Scott Bessent’s farmland divestiture: ethics clash inside Trump’s Treasury

Money Moves

How the Treasury Secretary's $25 million North Dakota soybean holdings collided with trade policy and federal conflict-of-interest rules

December 7th, 2025: Bessent announces sale of soybean farm on national TV

Overview

Scott Bessent became Treasury Secretary in January 2025. An ethics agreement required him to sell substantial holdings, including up to $25 million in North Dakota soybean and corn farmland that earned as much as $1 million a year in rent. After months of delays, the Office of Government Ethics warned him in August 2025 that he'd failed to comply on time.

On December 7, 2025, Bessent announced he'd finally divested the soybean farm—his most glaring conflict-of-interest obligation. The December divestiture resolved the immediate ethics crisis. But questions remain about whether his policy decisions while still owning the farmland, particularly his role in Trump's tariff strategy and farm rescue measures, created improper conflicts.

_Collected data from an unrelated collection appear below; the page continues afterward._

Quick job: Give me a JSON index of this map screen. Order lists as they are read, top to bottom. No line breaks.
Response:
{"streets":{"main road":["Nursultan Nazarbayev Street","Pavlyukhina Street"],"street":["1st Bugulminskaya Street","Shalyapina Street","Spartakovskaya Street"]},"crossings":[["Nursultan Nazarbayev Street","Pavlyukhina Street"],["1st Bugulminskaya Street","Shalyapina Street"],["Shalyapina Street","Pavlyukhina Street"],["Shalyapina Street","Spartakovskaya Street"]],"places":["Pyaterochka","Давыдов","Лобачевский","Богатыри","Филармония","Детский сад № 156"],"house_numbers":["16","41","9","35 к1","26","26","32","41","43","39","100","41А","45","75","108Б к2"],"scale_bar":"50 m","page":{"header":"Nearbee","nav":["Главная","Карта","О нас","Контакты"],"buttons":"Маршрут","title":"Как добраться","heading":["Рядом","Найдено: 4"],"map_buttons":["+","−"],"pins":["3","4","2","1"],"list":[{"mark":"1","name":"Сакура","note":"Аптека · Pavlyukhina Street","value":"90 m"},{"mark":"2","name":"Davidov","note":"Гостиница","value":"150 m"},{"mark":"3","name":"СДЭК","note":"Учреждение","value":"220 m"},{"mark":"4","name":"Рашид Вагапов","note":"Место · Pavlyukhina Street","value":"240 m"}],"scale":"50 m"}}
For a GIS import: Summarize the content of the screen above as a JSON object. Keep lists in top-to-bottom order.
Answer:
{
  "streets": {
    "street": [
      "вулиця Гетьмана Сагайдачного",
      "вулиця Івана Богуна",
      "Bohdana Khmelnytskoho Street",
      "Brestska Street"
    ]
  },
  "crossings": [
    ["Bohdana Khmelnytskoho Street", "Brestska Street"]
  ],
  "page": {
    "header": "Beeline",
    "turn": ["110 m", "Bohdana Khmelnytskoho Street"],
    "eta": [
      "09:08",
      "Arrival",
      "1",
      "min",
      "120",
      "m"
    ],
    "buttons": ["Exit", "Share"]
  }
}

Ethics watchdog groups including Campaign Legal Center and Democracy Defenders Fund filed complaints in August 2025 seeking investigations by the Treasury inspector general into whether Bessent violated criminal conflict-of-interest statutes. As of early February 2026, no formal findings or investigations have been publicly announced. Bessent has remained in his Treasury post while continuing to shape U.S. economic policy.

Key Indicators

$25M
Estimated value of Bessent’s North Dakota soybean and corn farmland
Public financial disclosures and media reports put the High Plains Acres LLP holdings between $5 million and $25 million, with about 5,662 acres of cropland.
up to $1M/yr
Annual rental income from the farm
Disclosure forms show the land produced between $100,001 and $1 million annually in rental income tied to crop prices, creating a direct stake in soybean and corn markets.
96%
Portion of assets divested before August 2025
By mid‑2025 Bessent had sold roughly 96% of assets covered by his ethics agreement, leaving a disputed 4%—largely farmland and other illiquid holdings—outstanding.
≈70%
Share of North Dakota soybeans exported to China
Roughly 70% of North Dakota soybeans go to China, meaning Bessent’s farm income was tightly linked to trade talks he helped lead with Beijing.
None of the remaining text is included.